Could you reproduce all of these records exactly?

··· SUPPLIED RECORDS ···

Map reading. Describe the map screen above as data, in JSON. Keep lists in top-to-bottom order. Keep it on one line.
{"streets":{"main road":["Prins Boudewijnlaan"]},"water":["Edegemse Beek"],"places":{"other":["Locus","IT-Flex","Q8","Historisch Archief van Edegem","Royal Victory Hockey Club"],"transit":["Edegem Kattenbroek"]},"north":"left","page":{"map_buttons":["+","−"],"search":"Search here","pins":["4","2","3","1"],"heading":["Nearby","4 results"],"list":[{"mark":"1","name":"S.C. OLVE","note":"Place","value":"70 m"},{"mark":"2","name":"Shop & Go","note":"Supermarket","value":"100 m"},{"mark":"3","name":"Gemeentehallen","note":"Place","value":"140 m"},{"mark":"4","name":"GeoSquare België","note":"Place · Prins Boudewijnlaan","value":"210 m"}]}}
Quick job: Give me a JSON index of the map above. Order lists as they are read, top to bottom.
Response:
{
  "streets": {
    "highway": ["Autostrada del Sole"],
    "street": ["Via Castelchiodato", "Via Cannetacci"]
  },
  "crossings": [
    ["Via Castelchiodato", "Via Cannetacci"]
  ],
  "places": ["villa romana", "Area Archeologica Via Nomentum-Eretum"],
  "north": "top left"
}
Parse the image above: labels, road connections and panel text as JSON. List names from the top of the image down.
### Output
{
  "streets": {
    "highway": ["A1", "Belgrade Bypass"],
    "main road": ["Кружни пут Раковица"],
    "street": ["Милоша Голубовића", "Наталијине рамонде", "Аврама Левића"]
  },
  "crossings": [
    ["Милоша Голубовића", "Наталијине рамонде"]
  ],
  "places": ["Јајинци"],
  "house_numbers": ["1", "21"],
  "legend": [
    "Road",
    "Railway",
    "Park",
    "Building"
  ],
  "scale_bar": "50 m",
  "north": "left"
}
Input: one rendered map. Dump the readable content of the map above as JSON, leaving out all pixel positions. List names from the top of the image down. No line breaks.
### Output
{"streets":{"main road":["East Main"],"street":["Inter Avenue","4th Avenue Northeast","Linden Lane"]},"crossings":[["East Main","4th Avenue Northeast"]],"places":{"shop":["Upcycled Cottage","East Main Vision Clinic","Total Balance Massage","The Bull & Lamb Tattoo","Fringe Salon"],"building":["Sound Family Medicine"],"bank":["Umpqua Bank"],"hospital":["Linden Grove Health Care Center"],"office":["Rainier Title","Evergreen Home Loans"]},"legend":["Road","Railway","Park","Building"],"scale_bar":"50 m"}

···

## RESULT OF THIS TASK
Map reading. Describe the map screen above as data, in JSON. Keep lists in top-to-bottom order. Keep it on one line.
{"streets":{"main road":["Prins Boudewijnlaan"]},"water":["Edegemse Beek"],"places":{"other":["Locus","IT-Flex","Q8","Historisch Archief van Edegem","Royal Victory Hockey Club"],"transit":["Edegem Kattenbroek"]},"north":"left","page":{"map_buttons":["+","−"],"search":"Search here","pins":["4","2","3","1"],"heading":["Nearby","4 results"],"list":[{"mark":"1","name":"S.C. OLVE","note":"Place","value":"70 m"},{"mark":"2","name":"Shop & Go","note":"Supermarket","value":"100 m"},{"mark":"3","name":"Gemeentehallen","note":"Place","value":"140 m"},{"mark":"4","name":"GeoSquare België","note":"Place · Prins Boudewijnlaan","value":"210 m"}]}}
Quick job: Give me a JSON index of the map above. Order lists as they are read, top to bottom.
Response:
{
  "streets": {
    "highway": ["Autostrada del Sole"],
    "street": ["Via Castelchiodato", "Via Cannetacci"]
  },
  "crossings": [
    ["Via Castelchiodato", "Via Cannetacci"]
  ],
  "places": ["villa romana", "Area Archeologica Via Nomentum-Eretum"],
  "north": "top left"
}
Parse the image above: labels, road connections and panel text as JSON. List names from the top of the image down.
### Output
{
  "streets": {
    "highway": ["A1", "Belgrade Bypass"],
    "main road": ["Кружни пут Раковица"],
    "street": ["Милоша Голубовића", "Наталијине рамонде", "Аврама Левића"]
  },
  "crossings": [
    ["Милоша Голубовића", "Наталијине рамонде"]
  ],
  "places": ["Јајинци"],
  "house_numbers": ["1", "21"],
  "legend": [
    "Road",
    "Railway",
    "Park",
    "Building"
  ],
  "scale_bar": "50 m",
  "north": "left"
}
Input: one rendered map. Dump the readable content of the map above as JSON, leaving out all pixel positions. List names from the top of the image down. No line breaks.
### Output
{"streets":{"main road":["East Main"],"street":["Inter Avenue","4th Avenue Northeast","Linden Lane"]},"crossings":[["East Main","4th Avenue Northeast"]],"places":{"shop":["Upcycled Cottage","East Main Vision Clinic","Total Balance Massage","The Bull & Lamb Tattoo","Fringe Salon"],"building":["Sound Family Medicine"],"bank":["Umpqua Bank"],"hospital":["Linden Grove Health Care Center"],"office":["Rainier Title","Evergreen Home Loans"]},"legend":["Road","Railway","Park","Building"],"scale_bar":"50 m"}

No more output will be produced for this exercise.